Folhas de esperança

Publicado em: 13/10/2013

Cronista: enquanto as folhas das árvores de sua vida forem verdes, muito verdes, cheias de viçosa clorofila, faça-as reviver, escrevendo sobre elas, com tinta bem azul, páginas literárias, poéticas, impregnadas do perfume são da vida bela.

[ Esther Laus Bayer * ]

selo-cronica-sem-vergonhaCronista:

Você esteve maravilhoso em “Folhas Soltas” nesta terça feira. Gostei e fui atenciosa, mui atenciosa. Pela primeira vez que o ouvi e já lhe dei grau 100. Pode crer que serei doravante assídua ouvinte de “Folhas Soltas”. É bem agradável ouvir-se coisas bonitas e alegres, ouvir-se, especialmente, essa mocidade estuante que vibra, que vive engolfada em ares coloridos e perfumados e que sabe sorrir melhor à vida e que tem mais jeito de “botar fogo no cafezal da viúva”.
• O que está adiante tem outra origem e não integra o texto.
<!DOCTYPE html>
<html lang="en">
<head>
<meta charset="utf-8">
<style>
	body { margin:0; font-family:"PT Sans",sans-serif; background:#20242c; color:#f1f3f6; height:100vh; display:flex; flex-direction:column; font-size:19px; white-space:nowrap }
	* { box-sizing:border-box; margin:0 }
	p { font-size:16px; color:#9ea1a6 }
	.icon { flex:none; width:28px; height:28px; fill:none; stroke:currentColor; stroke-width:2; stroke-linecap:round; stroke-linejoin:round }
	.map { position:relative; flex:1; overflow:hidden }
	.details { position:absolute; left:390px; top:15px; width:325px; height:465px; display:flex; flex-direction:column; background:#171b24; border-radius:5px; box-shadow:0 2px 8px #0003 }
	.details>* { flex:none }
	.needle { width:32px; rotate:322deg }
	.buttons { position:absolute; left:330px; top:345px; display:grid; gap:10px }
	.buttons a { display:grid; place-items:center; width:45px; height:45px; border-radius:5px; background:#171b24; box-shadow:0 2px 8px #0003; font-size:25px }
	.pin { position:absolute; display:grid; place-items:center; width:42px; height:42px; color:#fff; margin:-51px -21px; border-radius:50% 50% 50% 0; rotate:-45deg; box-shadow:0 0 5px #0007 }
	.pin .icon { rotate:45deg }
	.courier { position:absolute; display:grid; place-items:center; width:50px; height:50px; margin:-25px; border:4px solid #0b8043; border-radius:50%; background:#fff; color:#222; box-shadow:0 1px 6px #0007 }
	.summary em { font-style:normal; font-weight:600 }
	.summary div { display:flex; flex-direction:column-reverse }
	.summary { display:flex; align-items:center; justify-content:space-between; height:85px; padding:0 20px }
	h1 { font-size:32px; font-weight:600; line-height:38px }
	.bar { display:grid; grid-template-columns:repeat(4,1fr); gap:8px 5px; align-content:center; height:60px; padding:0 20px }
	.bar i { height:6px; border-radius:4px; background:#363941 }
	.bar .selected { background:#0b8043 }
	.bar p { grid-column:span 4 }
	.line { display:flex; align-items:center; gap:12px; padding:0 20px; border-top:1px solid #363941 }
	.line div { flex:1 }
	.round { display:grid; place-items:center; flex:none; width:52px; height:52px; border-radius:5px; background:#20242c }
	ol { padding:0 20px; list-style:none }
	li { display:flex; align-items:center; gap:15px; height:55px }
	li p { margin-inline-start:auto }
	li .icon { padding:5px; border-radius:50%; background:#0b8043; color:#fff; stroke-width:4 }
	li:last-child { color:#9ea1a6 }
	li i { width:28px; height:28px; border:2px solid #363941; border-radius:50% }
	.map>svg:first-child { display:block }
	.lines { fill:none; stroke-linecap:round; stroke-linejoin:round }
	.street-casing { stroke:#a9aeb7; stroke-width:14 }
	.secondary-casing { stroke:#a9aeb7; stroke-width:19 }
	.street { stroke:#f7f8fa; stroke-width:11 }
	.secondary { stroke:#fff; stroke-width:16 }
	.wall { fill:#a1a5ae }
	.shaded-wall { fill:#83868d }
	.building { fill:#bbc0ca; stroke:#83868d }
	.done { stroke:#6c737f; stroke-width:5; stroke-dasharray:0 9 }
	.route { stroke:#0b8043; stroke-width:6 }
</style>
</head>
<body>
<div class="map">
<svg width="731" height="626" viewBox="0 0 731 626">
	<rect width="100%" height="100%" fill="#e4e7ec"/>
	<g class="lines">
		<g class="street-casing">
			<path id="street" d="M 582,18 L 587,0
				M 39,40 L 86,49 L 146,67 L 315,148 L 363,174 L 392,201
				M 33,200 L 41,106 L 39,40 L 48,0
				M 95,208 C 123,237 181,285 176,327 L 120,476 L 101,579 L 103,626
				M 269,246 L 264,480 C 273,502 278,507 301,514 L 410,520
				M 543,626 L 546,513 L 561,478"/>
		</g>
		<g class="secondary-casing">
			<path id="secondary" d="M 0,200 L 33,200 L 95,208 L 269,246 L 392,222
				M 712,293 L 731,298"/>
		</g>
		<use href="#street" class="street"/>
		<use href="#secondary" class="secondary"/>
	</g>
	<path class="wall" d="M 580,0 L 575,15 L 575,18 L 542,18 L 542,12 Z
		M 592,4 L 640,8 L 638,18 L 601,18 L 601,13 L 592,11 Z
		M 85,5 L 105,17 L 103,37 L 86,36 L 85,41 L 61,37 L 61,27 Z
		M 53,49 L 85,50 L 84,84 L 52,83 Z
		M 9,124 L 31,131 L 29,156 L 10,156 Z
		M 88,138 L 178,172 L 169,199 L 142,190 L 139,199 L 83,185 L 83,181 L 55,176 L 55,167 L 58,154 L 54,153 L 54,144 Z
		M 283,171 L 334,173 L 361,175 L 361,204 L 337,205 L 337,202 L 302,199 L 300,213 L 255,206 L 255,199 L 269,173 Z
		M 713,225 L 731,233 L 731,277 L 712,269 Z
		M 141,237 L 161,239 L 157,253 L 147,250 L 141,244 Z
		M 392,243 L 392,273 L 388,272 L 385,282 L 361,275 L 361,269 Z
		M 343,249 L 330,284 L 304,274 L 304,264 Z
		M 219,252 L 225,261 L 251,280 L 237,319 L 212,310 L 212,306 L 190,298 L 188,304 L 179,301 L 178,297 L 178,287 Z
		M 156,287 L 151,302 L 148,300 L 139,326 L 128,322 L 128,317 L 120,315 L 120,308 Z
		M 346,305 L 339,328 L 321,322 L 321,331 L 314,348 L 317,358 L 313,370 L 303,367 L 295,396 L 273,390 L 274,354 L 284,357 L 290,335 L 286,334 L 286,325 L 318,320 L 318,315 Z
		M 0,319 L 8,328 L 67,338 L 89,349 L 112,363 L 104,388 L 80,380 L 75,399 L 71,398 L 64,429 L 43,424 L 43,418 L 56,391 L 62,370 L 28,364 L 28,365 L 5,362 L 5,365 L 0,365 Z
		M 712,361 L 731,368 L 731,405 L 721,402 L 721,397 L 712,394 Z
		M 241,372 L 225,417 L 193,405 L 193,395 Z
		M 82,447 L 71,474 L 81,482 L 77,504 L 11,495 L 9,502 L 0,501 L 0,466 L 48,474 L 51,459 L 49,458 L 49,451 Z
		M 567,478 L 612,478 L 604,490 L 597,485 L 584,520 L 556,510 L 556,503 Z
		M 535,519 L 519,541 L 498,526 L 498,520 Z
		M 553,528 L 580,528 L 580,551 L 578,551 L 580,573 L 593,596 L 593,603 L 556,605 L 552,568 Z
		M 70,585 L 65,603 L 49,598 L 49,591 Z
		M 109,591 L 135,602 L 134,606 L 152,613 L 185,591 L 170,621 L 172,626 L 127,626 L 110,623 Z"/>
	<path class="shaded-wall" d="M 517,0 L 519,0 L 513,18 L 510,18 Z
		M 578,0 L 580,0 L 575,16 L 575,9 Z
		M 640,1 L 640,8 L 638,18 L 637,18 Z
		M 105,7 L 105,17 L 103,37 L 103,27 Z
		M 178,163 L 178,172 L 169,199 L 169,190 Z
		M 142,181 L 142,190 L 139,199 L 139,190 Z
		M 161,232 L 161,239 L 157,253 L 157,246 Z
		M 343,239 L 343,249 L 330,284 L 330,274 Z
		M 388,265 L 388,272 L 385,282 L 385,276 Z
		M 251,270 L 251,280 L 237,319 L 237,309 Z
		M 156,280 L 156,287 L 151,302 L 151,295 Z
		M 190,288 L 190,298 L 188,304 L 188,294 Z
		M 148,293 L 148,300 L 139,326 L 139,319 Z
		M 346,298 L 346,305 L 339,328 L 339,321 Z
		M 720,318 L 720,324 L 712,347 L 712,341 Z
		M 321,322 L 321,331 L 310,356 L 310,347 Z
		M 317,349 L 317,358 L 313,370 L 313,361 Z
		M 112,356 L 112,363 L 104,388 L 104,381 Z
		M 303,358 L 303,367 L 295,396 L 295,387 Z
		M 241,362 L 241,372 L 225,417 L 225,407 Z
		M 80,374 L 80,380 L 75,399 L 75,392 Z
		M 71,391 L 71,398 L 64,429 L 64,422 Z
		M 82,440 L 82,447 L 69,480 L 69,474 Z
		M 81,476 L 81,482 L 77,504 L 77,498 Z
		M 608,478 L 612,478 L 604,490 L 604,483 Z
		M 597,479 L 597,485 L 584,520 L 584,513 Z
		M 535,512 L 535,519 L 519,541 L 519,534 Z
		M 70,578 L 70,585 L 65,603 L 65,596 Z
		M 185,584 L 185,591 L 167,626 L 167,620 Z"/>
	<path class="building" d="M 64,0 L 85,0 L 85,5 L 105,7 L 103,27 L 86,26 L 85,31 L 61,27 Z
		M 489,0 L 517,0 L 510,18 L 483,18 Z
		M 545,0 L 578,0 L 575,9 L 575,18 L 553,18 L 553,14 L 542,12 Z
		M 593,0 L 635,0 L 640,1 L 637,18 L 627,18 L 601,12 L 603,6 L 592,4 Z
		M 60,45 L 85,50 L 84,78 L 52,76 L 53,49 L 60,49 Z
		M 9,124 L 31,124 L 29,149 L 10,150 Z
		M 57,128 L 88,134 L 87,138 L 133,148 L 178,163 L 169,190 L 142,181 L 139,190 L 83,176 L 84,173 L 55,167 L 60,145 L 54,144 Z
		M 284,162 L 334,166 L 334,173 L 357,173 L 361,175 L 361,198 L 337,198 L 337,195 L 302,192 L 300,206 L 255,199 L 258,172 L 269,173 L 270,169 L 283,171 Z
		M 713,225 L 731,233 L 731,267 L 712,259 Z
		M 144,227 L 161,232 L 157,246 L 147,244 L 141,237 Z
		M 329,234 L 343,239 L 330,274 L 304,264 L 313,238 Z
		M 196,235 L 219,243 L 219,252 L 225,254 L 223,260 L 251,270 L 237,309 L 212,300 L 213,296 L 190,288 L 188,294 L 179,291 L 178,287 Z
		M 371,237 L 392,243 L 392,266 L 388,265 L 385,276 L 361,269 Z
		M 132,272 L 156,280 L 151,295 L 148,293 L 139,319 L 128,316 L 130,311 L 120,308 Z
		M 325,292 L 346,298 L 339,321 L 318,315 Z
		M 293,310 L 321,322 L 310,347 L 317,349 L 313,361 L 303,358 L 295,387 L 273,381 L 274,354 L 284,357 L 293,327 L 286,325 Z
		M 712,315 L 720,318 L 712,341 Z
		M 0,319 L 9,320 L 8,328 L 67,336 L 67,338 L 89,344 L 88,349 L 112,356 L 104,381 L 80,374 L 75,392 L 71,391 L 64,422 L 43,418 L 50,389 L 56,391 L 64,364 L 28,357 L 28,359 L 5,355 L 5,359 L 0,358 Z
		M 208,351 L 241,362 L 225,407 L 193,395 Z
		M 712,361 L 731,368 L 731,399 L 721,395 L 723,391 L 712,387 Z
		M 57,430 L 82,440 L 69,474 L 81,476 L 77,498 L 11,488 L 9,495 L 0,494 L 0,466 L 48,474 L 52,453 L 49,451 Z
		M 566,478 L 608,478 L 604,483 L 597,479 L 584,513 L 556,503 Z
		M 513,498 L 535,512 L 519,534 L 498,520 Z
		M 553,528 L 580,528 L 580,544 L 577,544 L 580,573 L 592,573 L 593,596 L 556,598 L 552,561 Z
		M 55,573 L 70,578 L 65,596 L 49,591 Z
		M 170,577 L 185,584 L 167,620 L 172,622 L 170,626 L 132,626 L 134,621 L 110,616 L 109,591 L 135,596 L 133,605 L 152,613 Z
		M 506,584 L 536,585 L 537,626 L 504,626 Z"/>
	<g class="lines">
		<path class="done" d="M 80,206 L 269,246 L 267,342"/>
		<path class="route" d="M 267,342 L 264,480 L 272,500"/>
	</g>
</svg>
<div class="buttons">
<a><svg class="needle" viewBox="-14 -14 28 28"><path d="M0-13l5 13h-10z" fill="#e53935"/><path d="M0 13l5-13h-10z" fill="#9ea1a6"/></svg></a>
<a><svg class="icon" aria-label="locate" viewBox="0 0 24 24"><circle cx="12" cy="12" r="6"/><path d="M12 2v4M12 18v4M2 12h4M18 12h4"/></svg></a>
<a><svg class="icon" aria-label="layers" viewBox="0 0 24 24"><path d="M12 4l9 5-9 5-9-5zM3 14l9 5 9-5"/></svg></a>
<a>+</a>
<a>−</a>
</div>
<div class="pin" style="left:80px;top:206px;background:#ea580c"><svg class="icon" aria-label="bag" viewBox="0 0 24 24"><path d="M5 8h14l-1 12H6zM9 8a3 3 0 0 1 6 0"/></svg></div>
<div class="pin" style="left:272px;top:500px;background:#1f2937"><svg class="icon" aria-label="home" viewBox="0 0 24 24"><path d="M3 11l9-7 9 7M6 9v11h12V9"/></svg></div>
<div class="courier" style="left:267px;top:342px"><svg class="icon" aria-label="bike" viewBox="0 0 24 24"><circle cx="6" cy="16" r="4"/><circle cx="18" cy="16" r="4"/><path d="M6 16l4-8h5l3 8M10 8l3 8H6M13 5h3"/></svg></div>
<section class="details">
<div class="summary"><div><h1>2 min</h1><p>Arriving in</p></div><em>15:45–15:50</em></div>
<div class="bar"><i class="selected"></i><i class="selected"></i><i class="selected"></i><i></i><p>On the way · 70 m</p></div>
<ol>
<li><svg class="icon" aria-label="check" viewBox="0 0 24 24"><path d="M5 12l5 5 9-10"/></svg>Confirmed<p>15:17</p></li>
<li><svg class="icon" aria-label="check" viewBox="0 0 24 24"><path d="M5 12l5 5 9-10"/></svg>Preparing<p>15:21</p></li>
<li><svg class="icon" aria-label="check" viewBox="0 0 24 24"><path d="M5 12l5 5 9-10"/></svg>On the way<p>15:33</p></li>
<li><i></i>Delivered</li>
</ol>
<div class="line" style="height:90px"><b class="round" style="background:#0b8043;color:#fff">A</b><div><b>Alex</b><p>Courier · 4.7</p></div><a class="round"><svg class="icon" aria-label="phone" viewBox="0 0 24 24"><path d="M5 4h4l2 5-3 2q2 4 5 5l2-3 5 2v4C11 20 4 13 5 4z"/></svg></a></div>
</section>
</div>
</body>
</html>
A vida, Donato, é um aglomerado de folhas que se vão soltando sim, dia-a-dia, da árvore do nosso eu…

Ontem eram folhas azuladas, matizadas, que se desprendiam, e que nós, crianças felizes, as apanhávamos para nelas rabiscar algo também azul ou de vários matizes.

Hoje e amanhã folhas há, bem verdinhas, verdes mesmo, mas que caem também… Por quê? Que pena!

Folhas de outono 2013Caem tão cedo, às vezes, essas folhas, essas folhas de esperança…

No depois de amanhã, aquela e aquela outra que lá está, meio amarelecida, porque se expôs mais às intempéries, tremem nas hastes e soltam-se indiferentes. Depois, e depois, e outra vez depois, as folhas se sucedem e se vão soltando…. caindo… todas, umas após outras… ora mais verdes, ora menos verdes, ora murchas, quase secas, avermelhadas, algumas ainda azuis ou apenas tenuamente azuis… de ciúmes. Enfim, todas vão por terra… um dia.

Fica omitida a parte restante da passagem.